[P1] For left_padding in compute_metrics.py
When I training using llama-7b and math, I found that the sizes of left_pdding and intervention_locations did not match. This is because the tokenizer. bos_token_id=0 of llama-7b has multiple positions of 0 in input.
If we use the following formula in the project: left_ adding=(inputs ["input_ids"]=tokenizer. bos_token_id). nonzero (as_tuple=True) [1], then the size of left_ adding is (N), where N is the number of inputs ["input_ids"] that are 0, rather than the desired size: (batch_size).

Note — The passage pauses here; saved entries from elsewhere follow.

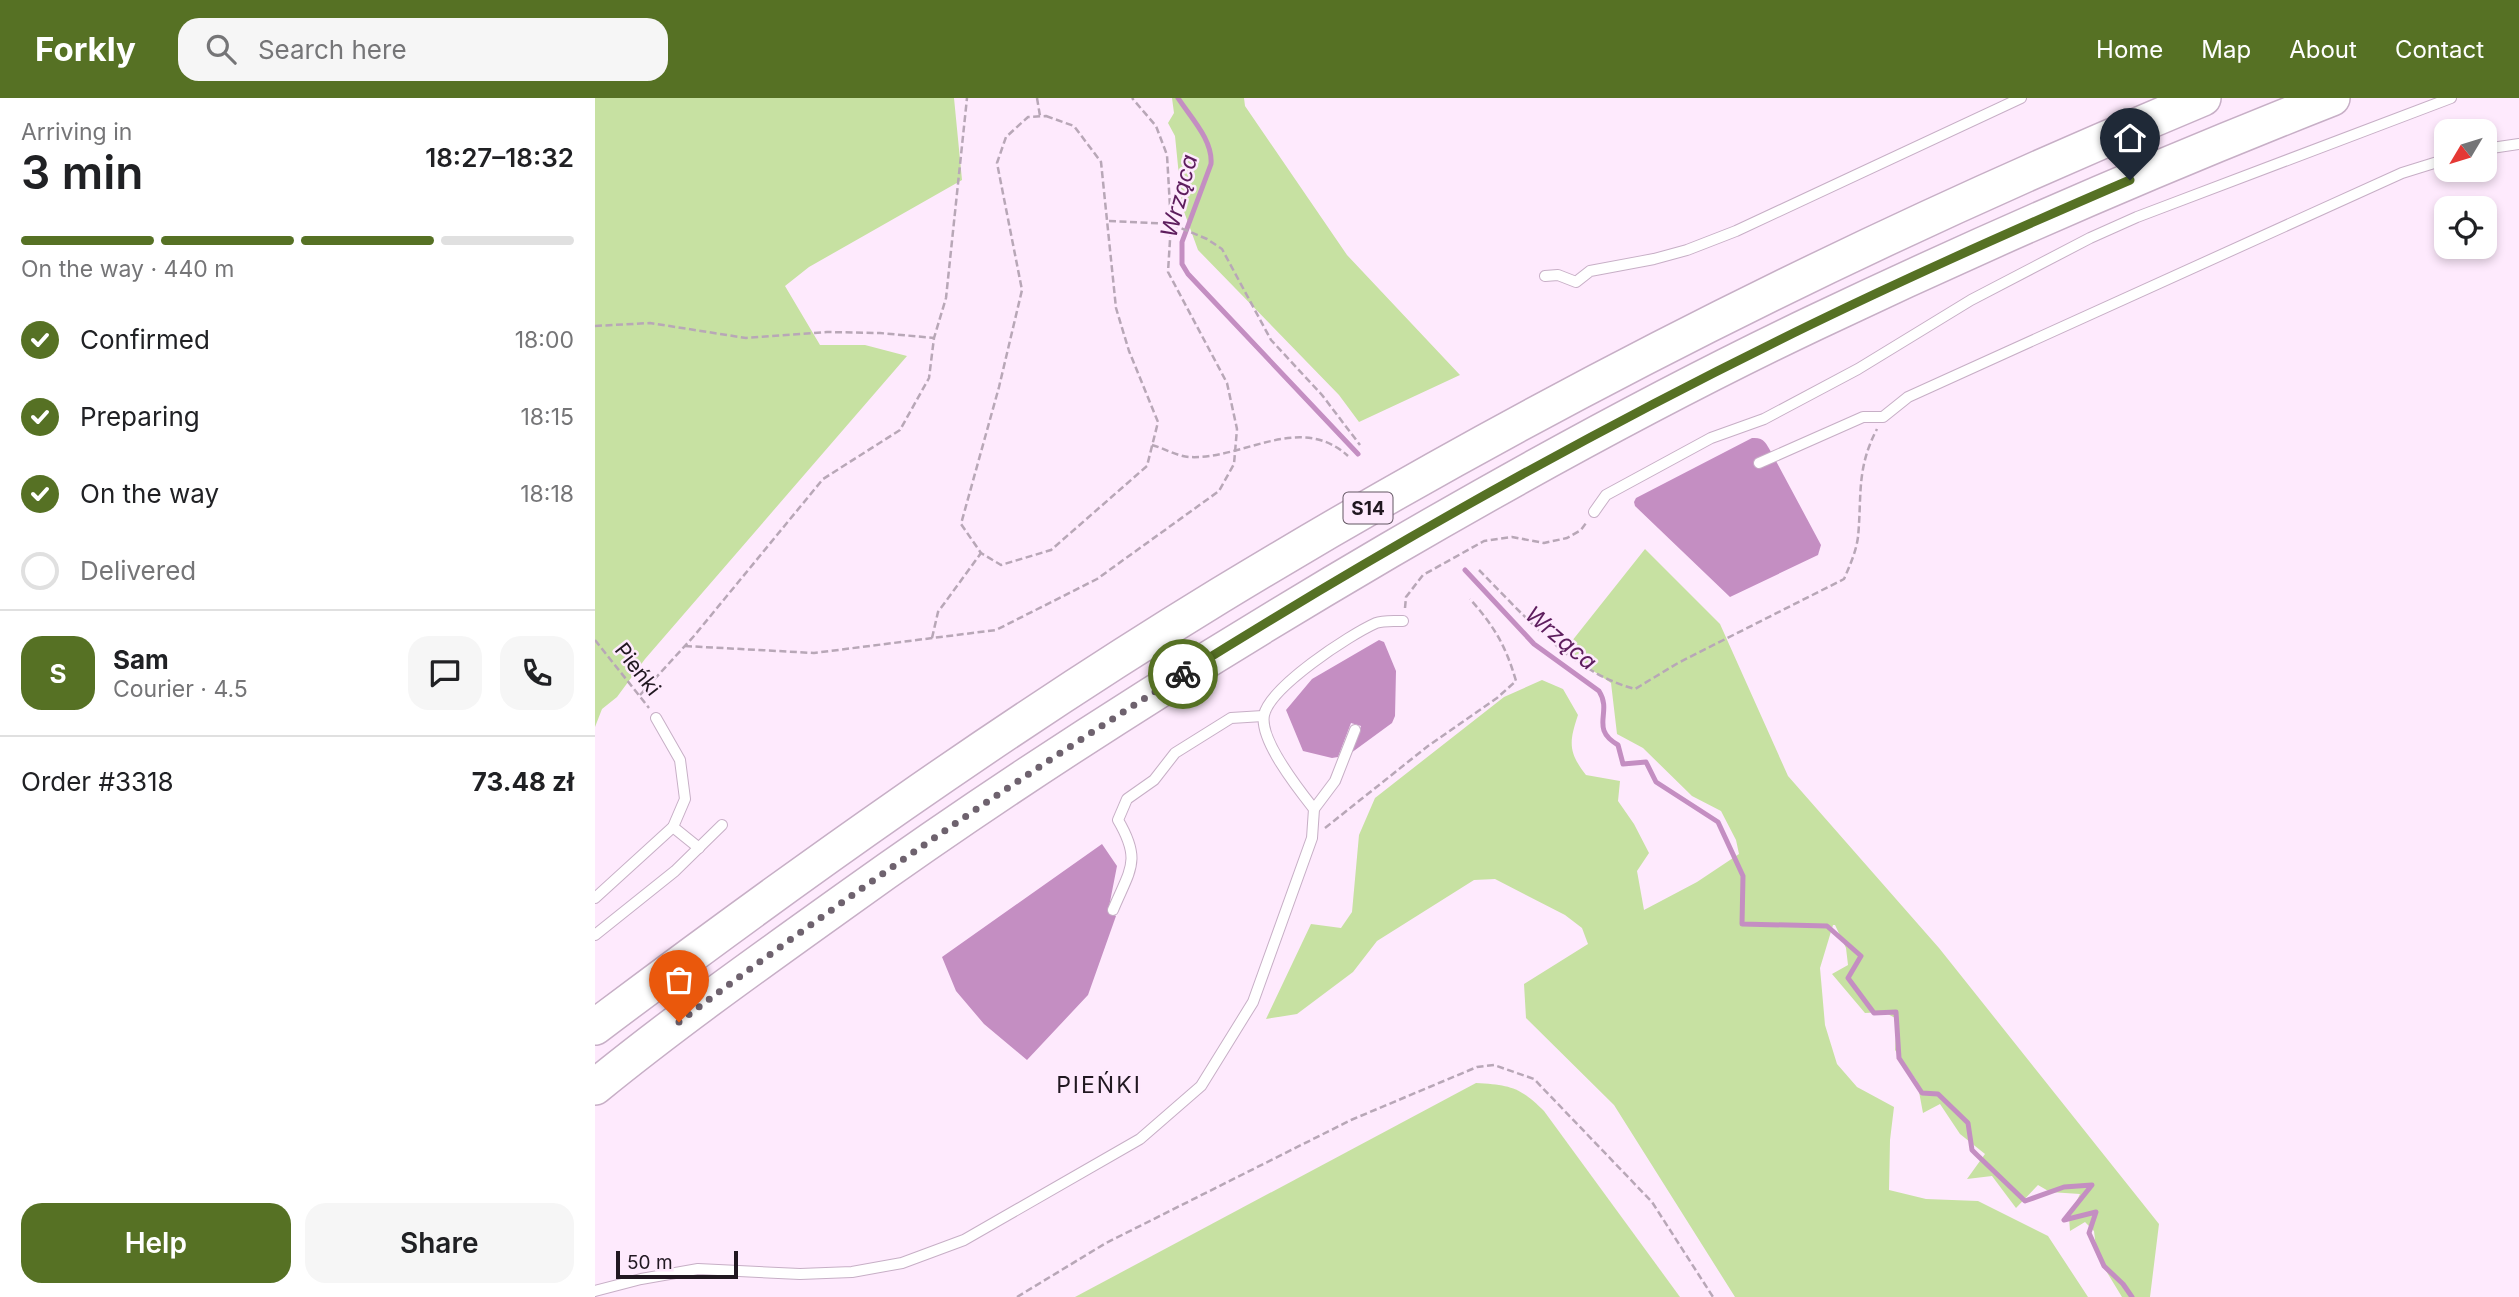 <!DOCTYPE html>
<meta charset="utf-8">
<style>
:root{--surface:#fff;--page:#f6f6f6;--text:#202124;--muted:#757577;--line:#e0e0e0;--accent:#567124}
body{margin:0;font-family:Inter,sans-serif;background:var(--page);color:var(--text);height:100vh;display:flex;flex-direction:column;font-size:26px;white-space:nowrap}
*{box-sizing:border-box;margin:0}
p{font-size:23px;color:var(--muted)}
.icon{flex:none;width:38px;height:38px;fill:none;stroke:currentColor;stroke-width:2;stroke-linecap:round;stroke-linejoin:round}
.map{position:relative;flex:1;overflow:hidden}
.sheet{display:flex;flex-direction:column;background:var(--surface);width:595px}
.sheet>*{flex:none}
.needle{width:46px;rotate:232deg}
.controls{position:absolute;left:1839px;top:21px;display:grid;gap:14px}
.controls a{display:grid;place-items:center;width:63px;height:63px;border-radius:14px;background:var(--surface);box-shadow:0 4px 10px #0003;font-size:35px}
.scale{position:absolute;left:21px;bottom:18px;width:122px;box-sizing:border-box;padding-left:7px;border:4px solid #211821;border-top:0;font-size:19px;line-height:24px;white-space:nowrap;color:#211821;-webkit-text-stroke:5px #feeafd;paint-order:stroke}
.pin{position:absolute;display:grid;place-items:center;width:60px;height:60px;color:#fff;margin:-72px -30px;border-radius:50% 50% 50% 0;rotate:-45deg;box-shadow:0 0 7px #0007}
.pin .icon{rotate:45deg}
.courier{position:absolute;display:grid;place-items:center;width:70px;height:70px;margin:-35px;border:5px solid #567124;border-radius:50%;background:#fff;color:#222;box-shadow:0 2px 9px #0007}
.overview em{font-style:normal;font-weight:600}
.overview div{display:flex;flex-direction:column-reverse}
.overview{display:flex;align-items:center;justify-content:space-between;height:119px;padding:0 21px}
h1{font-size:46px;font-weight:600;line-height:52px}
.bar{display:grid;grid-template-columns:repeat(4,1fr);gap:10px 7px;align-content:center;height:84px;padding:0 21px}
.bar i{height:9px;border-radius:5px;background:var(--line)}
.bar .current{background:var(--accent)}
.bar p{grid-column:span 4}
.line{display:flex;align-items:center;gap:18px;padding:0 21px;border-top:2px solid var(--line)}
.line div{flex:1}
.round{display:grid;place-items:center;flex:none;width:74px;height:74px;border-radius:21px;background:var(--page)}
ol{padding:0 21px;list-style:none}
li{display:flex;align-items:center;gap:21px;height:77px}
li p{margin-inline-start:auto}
li .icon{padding:7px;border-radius:50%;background:var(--accent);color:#fff;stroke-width:4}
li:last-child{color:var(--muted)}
li i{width:38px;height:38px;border:4px solid var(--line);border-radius:50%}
.button{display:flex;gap:14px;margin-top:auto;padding:14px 21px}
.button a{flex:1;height:80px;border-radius:21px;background:var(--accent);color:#fff;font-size:28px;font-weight:600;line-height:80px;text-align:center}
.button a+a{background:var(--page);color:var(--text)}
header{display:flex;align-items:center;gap:42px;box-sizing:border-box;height:98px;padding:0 35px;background:var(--accent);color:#fff}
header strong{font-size:33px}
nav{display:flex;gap:38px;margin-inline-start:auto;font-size:24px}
.search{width:490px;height:63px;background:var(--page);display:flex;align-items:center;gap:18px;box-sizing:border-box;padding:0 24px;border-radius:21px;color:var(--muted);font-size:26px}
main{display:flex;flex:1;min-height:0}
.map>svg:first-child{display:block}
.green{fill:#c7e1a2}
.water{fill:#c48ec2}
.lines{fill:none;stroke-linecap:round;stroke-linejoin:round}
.stream{stroke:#c48ec2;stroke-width:5}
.service-casing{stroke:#c7afc6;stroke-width:12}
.motorway-casing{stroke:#c7afc6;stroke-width:38}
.path{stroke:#b8a7b7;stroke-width:2.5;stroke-dasharray:7 3.5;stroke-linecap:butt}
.service{stroke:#fff;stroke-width:10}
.motorway{stroke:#fff;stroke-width:35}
.done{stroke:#6e626e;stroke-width:7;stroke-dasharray:0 12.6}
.route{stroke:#567124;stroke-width:9}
.labels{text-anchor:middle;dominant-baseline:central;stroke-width:5;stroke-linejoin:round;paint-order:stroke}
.shield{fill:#feeafd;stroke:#635763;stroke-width:2}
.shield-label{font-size:19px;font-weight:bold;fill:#211821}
.street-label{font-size:21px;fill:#211821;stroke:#feeafd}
.water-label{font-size:23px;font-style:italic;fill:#5d1d5d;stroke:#feeafd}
.neighbourhood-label{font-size:23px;letter-spacing:2px;fill:#211821;stroke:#feeafd}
</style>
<header>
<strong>Forkly</strong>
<div class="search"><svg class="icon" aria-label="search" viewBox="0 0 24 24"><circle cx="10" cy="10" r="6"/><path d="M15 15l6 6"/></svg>Search here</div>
<nav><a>Home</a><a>Map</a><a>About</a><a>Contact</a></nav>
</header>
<main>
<section class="sheet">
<div class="overview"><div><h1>3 min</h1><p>Arriving in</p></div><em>18:27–18:32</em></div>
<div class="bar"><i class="current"></i><i class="current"></i><i class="current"></i><i></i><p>On the way · 440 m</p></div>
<ol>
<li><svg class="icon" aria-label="check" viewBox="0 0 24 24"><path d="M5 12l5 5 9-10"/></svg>Confirmed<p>18:00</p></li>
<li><svg class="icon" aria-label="check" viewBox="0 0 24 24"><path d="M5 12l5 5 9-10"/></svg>Preparing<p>18:15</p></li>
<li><svg class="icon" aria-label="check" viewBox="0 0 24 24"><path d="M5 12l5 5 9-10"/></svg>On the way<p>18:18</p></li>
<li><i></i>Delivered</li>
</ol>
<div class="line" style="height:126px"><b class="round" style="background:var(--accent);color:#fff">S</b><div><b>Sam</b><p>Courier · 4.5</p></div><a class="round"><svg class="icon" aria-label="chat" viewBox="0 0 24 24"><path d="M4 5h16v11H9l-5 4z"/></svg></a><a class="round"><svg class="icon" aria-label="phone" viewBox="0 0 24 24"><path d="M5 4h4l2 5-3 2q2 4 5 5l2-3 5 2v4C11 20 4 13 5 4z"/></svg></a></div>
<div class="line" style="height:91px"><div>Order #3318</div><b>73.48 zł</b></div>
<div class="button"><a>Help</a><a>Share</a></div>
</section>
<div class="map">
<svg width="1924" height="1199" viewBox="0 0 1924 1199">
<rect width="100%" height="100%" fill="#feeafd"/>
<g class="green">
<path d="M0,0h359l8,82 -153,87 -24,19 35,59h45l42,11 -262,303 -28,38 -15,12 -7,18z"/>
<path d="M577,0h72l1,8 102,149 113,120 -101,47 -20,-27 -141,-145 -16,-44 -7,-70 -7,-13 6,-10z"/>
<path d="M1050,451l75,75 68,152 151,172 220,276 -9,73h-28l-25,-41 -3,-25 -9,-9 -15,9 -1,-14 11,-23 -30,-2 -12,-7 -22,23 -24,-32 -25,3 18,-25 -25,-20 -20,-30 -17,9 -6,-32 -22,-31 2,-31 -13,-7 -19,1 -33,-39 16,-9 -2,-17 -11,-23h-2l-13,43 5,57 12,39 20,23 37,20 -4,33 -1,50 37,9 52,2 70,35 40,61h-353l-121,-192 -88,-87 -2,-34 64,-40 -6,-16 -17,-13 -70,-36 -21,1 -97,61 -24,31 -56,42 -31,5 45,-95 30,4 11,-16 7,-77 16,-37 129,-101 38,-17 21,9 15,26c-9,27 -10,37 8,60l34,6 -2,20 16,23 15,29 -12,18 7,39 53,-28 42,-28 -3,-14 -15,-29 -29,-15 -49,-48 -26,-14 -6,-51 -47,-32z"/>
<path d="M881,985c34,2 44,4 68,28l136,186h-605z"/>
</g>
<g class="water">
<path d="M1157,340c12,-1 14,5 19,14l-13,15 18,-6 45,84 -3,10 -88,42 -95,-91 -1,-4 2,-4z"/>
<path d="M784,542l5,2 12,29 -1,45 -3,7 -41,30 10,-27 -10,-3 -13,34 -6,1 -29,-7 -17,-41 26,-31z"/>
<path d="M507,746l15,22 -9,46 8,4 -28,79 -61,65 -43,-36 -28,-33 -14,-34z"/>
</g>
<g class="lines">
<g class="stream">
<path d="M583,0c13,20 35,42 33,66l-29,78v22l6,10 170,180"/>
<path d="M870,472l69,74 65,47c14,22 -10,37 19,54l5,19 23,-2 10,20 62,40 25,54 -1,48 85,2 34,30 -13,22 26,35 22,-1 3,46 23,35 16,1 30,29 4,27 4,4 49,47 39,-14 28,-2 -28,35 32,-8 -7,21 15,33 19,18 9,13"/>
</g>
<defs>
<g id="service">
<path d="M1890,51l34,-5"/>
<path d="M950,178l13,-1 18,7 14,-11 64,-12 33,-9 49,-19 285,-133"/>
<path d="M1164,365l104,-46h20l25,-20 494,-224 45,-14"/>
<path d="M999,414l12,-17 105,-57 53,-19 94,-50 113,-69 119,-62 47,-21 314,-119"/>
<path d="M719,711c-15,-19 -55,-69 -50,-94 6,-28 85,-80 112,-92 7,-3 18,-2 27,-2"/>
<path d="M78,729l26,21"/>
<path d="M0,800l78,-71 12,-28 -5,-39 -24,-42"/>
<path d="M518,812c17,-41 29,-49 5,-90l9,-21 27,-19 21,-27 56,-35 32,-2"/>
<path d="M0,837l80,-64 47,-46"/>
<path d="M0,1193l46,-12 57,-10 102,5 52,-2 50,-9 62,-23 176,-101 61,-53 52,-84 59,-164 2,-29 21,-28 20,-51"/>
</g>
<g id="motorway">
<path d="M0,929c202,-152 408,-299 624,-431 314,-191 644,-357 984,-498"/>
<path d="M0,989c81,-66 166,-126 251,-187 174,-125 356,-240 542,-349 139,-81 281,-159 426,-228 170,-81 343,-156 518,-225"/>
</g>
</defs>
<use href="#service" class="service-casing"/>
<use href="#motorway" class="motorway-casing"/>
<g class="path">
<path d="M442,0l3,18"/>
<path d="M451,18l28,10 27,36 15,146 13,43 29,71 -11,44 -96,84 -50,15 -20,-12 -20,-29 38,-137 23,-97 -25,-127 9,-26 22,-20z"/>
<path d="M514,123l62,3 36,15 15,10 49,91 51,55 38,50"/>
<path d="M0,228l55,-3 96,15 81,-6 53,1 54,5"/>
<path d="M557,347c11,3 25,11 37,12 54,3 111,-45 159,-1"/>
<path d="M884,472c45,45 92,102 156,119l43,-26 166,-84c6,-14 12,-27 14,-42 4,-41 -2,-68 19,-108"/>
<path d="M810,510l1,-11 17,-22 61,-34 28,-4 32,6 23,-5 14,-8 5,-7"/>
<path d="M337,540l6,-26 43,-59"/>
<path d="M0,542l54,68"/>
<path d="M90,548l129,7 182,-23 101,-51 122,-88 15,-27 3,-35 -10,-46 -59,-111 3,-48 -4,-69 -11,-29 -24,-28"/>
<path d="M45,597l54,-59 129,-157 77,-49 29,-52 5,-40 12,-40 21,-200"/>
<path d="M730,730l103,-82 69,-48 19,-17c-10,-35 -22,-55 -46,-82"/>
<path d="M422,1199l89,-54 245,-123 126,-53 17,-2 40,14 118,123 61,95"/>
</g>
<use href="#service" class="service"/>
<use href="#motorway" class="motorway"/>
</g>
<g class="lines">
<path class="done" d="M84,924c163,-123 331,-239 504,-348"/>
<path class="route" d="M588,576c203,-127 413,-245 629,-350 105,-51 211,-98 318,-144"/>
</g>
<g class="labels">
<rect class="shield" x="748.5" y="394.5" width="49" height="31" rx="5"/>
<g class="shield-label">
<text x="773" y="410">S14</text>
</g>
<g class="street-label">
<text transform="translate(43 571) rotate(52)">Pieńki</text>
</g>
<g class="water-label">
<text transform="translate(584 98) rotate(-75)">Wrząca</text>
<text transform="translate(966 540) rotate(40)">Wrząca</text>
</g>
<g class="neighbourhood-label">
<text x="504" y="987">PIEŃKI</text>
</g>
</g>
</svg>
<div class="controls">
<a><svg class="needle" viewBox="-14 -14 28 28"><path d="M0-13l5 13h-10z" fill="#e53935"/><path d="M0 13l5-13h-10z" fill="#757577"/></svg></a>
<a><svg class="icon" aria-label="locate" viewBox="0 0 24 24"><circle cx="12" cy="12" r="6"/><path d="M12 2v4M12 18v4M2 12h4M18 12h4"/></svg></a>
</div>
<div class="scale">50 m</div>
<div class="pin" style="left:84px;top:924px;background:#ea580c"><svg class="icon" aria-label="bag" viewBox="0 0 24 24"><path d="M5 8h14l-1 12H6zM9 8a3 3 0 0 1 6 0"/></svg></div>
<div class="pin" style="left:1535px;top:82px;background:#1f2937"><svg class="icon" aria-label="home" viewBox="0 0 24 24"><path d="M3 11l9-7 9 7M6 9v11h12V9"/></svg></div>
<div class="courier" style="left:588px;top:576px"><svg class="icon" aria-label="bike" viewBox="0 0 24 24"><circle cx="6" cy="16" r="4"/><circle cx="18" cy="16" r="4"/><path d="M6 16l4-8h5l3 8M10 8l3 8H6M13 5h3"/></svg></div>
</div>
</main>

Therefore, I have changed it to the following code:
Mask=(inputs ["input_ids"]==tokenizer. bos_token_id)
Indications=torch. top (mask. int()), k=1, dim=-1).indices
Left_pdding=torch. where (mask. any (dim=-1), indices. reshape (mask. shape [: -1]), -1)
I hope the author can verify whether it is due to other issues that caused my error or if I understand the reason; Is the revised code correct.
The command I use is
CUDA_VISIBLE_DEVICES=6 python examples/loreft/train.py -task gsm8k -model models/Llama/Llama/llama-7b-hf/ -seed 42 -l all -r 4 -p f7+l7 -e 12 -lr 9e-4 -type NodireftIntervention -gradient_accumulation_steps 4 -batch_size 8 -eval_batch_size 4 --dropout 0.05 --test_split validation --use_normalized_template --greedy_decoding --warmup_ratio 0.00 --weight_decay 0.06 --save_model
@mrsempress Thanks for your question. Could you elaborate this?
When I training using llama-7b and math, I found that the sizes of left_pdding and intervention_locations did not match.
intervention_locations is determined by -p f7+l7 (first 7 and last 7 prompt tokens), which does not need to match the size of left_padding IIUC.